Cat Among the Pigeons
London, 1790. In this, the second of Cat Royal of Drury Lane Theatre’s adventures, Cat’s friend, the black actor Pedro, is in deep trouble. His former master, the slave-owner Kingston Hawkins, claims that Pedro is his personal property and demands that the theatre gives him up. Pedro is due to play Ariel in The Tempest. The support of the fickle theatre-going public is vital to getting Pedro away to safety – but will the audience be on his side? Hawkins is mustering a lot of support amongst his cronies, too. Then Cat herself gets on the wrong side of the law. Both Cat and Pedro must flee, but where?
Cat hides, dressed as a boy, at Westminster School, but Pedro is betrayed and captured by Cat’s enemy, the ruthless gang leader Billy Shepherd, who is working for Hawkins. Nobody knows where Pedro is being kept and time is running out. Soon Hawkins’ ship will sail to Jamaica with Pedro on board. Then Billy makes Cat an extraordinary offer.

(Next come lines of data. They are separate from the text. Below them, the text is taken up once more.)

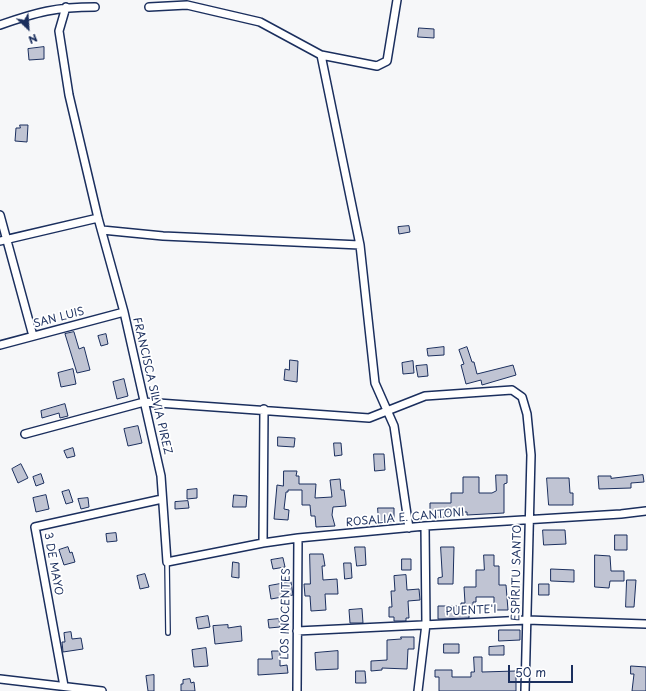 <!DOCTYPE html>
<html>
<head>
<meta charset="utf-8">
<style>
  body { margin:0 }
  #map { position:relative; width:646px; height:691px; overflow:hidden; background:#f6f7f9; font-family:"Playpen Sans",sans-serif }
  canvas { display:block }
  .north { position:absolute; left:8px; top:8px; width:40px; height:40px; -webkit-text-stroke:3px #fff; paint-order:stroke; rotate:155deg; font-size:11px; font-weight:700; line-height:16px; text-align:center; color:#1b2f5e }
  .north::after { content:''; display:block; margin:auto; width:14px; height:18px; background:#1b2f5e; clip-path:polygon(50% 0,100% 100%,50% 72%,0 100%) }
  .scale { position:absolute; left:508px; top:665px; width:65px; height:18px; box-sizing:border-box; border:2px solid #1b2f5e; border-top:0; padding-left:5px; font-size:12px; line-height:14px; white-space:nowrap; color:#1b2f5e; -webkit-text-stroke:3px #fff; paint-order:stroke }
</style>
</head>
<body>
<div id="map">
<canvas width="646" height="691"></canvas>
<div class="north">N</div>
<div class="scale">50 m</div>
</div>
<script>
const g = document.querySelector('canvas').getContext('2d');
g.lineJoin = 'round';
function fillPath(path, color) {
  g.fillStyle = color;
  g.fill(path, 'evenodd');
}
function stroke(path, color, width, dash) {
  g.strokeStyle = color;
  g.lineWidth = width;
  g.lineCap = dash ? 'butt' : 'round';
  g.setLineDash(dash || []);
  g.stroke(path);
}
function write(font, color, halo, rows, align = 'center') {
  g.font = font + ' "Playpen Sans",sans-serif';
  g.lineWidth = 3.5;
  g.setLineDash([]);
  g.textBaseline = 'middle';
  g.strokeStyle = halo;
  g.fillStyle = color;
  for (const [text, x, y, turn = 0] of rows) {
    g.save();
    g.translate(x, y);
    g.rotate((+turn || 0) * Math.PI / 180);
    g.textAlign = isNaN(turn) ? turn : align;
    if (halo) g.strokeText(text, 0, 0);
    g.fillText(text, 0, 0);
    g.restore();
  }
}
const building = new Path2D(`
  M419,28l15,1v9l-16,-1z
  M44,47v12l-15,1 -1,-11z
  M20,125h8l-1,17 -12,-1 1,-13h4z
  M409,226l1,6 -11,2 -1,-7z
  M74,332l5,17 5,-2 6,23 -13,3 -12,-39z
  M106,334l2,10 -7,2 -3,-10z
  M444,347v8l-16,1 -1,-7z
  M467,347l5,15h2l3,12 36,-9 3,10 -34,10 -1,-5 -15,4 -5,-19 3,-1 -5,-14z
  M290,360l8,1 -1,21 -13,-2 1,-11 4,1z
  M413,361l1,12 -11,1 -1,-11z
  M427,365l1,11 -10,1 -2,-11z
  M73,369l3,15 -15,3 -3,-14z
  M124,379l4,17 -11,3 -4,-17z
  M65,404l3,12 -8,2 -1,-5 -17,5 -1,-7z
  M138,426l4,17 -14,3 -4,-17z
  M278,437l17,1 -1,9 -16,-1z
  M334,443h7l1,12 -7,1z
  M73,448l2,8 -8,2 -3,-7z
  M374,454h10l1,16 -10,1z
  M21,464l7,14 -10,5 -6,-14z
  M284,471h13l-1,5h3v8h17l-1,14 17,-1 -2,-17 10,-1 1,11h3l2,16 -13,1 -1,8 3,11 -19,1 -1,-11h-4l-1,-11h-8v-15h-14v2h-2l-2,17 5,1 -1,10 -14,-1 3,-34 6,1z
  M41,474l3,9 -8,3 -3,-9z
  M496,475h11v8l-3,1v29l-37,2v-3h-22v5h-15v-14h21v-10h12v-16h16v16h13l4,-2z
  M643,475l1,7 -13,1v5l-32,1 -1,-13h13v2z
  M547,478h22l1,15h3v12h-24z
  M197,489v9l-10,1v-9z
  M69,490l4,12 -7,2 -4,-12z
  M46,495l3,14 -13,3 -3,-14z
  M234,495l13,1 -1,11h-13z
  M88,498l1,9 -8,2 -3,-10z
  M188,501l1,7 -14,1v-7z
  M378,508h16v13h-15z
  M543,530h22l1,14 -22,1z
  M116,533l1,8 -10,1 -1,-8z
  M615,535h12v15h-12z
  M68,547l2,6 2,-1 3,10 -11,3 -5,-15z
  M355,547h10l1,18 -9,1z
  M441,547h13l-1,37h-15v-6l4,-1z
  M310,554h13l2,12h-3l1,14 14,-1 1,15h-13l1,16 -15,1 -1,-15h-5l-1,-12h6z
  M484,555h10v11h5v19h7l2,25h-14v-13h-18v5h-3v6h-4v10l-31,1v-13h23v-3h4l-1,-16h12v-17h8z
  M595,555l15,1 1,15h13v10h-14l-1,7 -14,-1z
  M283,558l2,9 -12,2 -2,-9z
  M402,559h9v11h-9z
  M233,562l6,1v15l-7,-1z
  M344,563h7l1,15 -7,1z
  M551,569l23,1v12l-23,-1z
  M145,574l4,13 -9,2 -3,-13z
  M406,575l1,15 12,-1 1,11 -12,1 1,17h-3v3h-12v-4h-5v-10h3l-1,-16h4l-1,-15z
  M627,580h9l-2,27h-8z
  M291,582l2,13 -22,4 -2,-13z
  M539,584h10v11h-10z
  M362,609l1,14h-13l-1,-13z
  M208,616l2,11 -12,2 -2,-11z
  M279,619l1,8 -11,1 -1,-8z
  M228,625v3l13,-2 1,15 -27,3 -2,-18z
  M499,630h21v10l-21,1z
  M71,632l1,7 9,-1 2,11 -20,3 -1,-10h3l-1,-9z
  M401,637h13v12h-6l-1,20 -25,-1v2l-11,1v-10l16,-1v-20l14,-1z
  M444,644h15v9h-15z
  M504,646v9h-15v-8z
  M206,648l2,18 -14,1 -2,-17z
  M272,651h8v15l7,-1 1,8 -30,2v-16h14z
  M338,651v18l-22,1 -1,-17z
  M474,657h8v15l34,-1v20h-77v-14h-4v-7h17v7h19v-5h3z
  M631,666l15,1v24h-14l2,-17h-3z
  M356,671h9l1,12h-10z
  M154,675v16h-6l-2,-15z
  M190,679l1,4 3,-1 1,9h-14v-7h2v-4z`);
const lane = new Path2D(`
  M167,562l1,71`);
const street = new Path2D(`
  M397,0l-10,61 -10,5 -56,-11 39,190 15,138 19,43 15,102
  M66,7l-7,24 10,64 29,123 26,94 37,164 6,86 96,-19 35,-5 127,-12 196,-12 25,-3
  M149,7l38,-2 73,17 61,33
  M0,25c37,-13 56,-18 95,-18
  M0,215l33,121
  M102,230l61,6 197,9
  M0,241l98,-23
  M0,345l124,-33
  M25,434l119,-32 225,16 56,-22 87,-6 10,7 5,17 4,41 -6,236
  M263,543l1,-134
  M297,631l230,-11 119,4
  M0,679l102,12
  M64,686l-29,-159 127,-28
  M297,691l1,-153
  M418,691l8,-67 -1,-98`);
const streetNames = [
  ["SAN LUIS",59,318,-15],
  ["FRANCISCA SILVIA PIREZ",152,386,77],
  ["ROSALIA E. CANTONI",405,518,-5],
  ["3 DE MAYO",53,564,80],
  ["ESPÍRITU SANTO",517,573,-89],
  ["PUENTE'I",471,611,-3],
  ["LOS INOCENTES",286,614,-89]
];
fillPath(building, '#c0c4d3');
stroke(building, '#1b2f5e', 1);
stroke(lane, '#1b2f5e', 6);
stroke(street, '#1b2f5e', 10);
stroke(lane, '#fff', 3.5);
stroke(street, '#fff', 7);
write('11px', '#1b2f5e', '#fff', streetNames);
</script>
</body>
</html>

This is a fast, action-packed read. But Julia Golding also illuminates the history of the age. Cat’s stay at Westminster School is no joke: brutality and bullying are rife and Cat must learn some very unladylike tricks to survive. Nor does Golding duck the issue that many British fortunes were founded on the profits of slavery: it is not easy to find a lawyer to defend Pedro. But this is also the age of the Abolition of Slavery movement and she introduces the real life abolitionist, Olaudah Equiano, as well as three splendid fictional Quaker ladies who are fiercely anti-slavery, one of whom wields a mean umbrella…
This would make an excellent introduction to the study of slavery. Confident readers, both boys and girls, of 10 plus should enjoy it.
I really enjoyed this book by Julia Golding, even more than the two previous ones in the series. I thought the story got off to a good start with one of the characters in danger and a great sense of tension. It went into issues about slavery and gave good historical references about the slave debate and the slave trade which I’ve been learning about at school. For example, William Wilberforce and Mr Olaudah Equiano, who were real historical people, turned up as characters in the book.
The plot had many changes of scene and twists and turns which kept me interested. I felt that the main character Cat was developed more in this book than in the others – she was more 3D. I would recommend this book and would be interested in reading more in the series.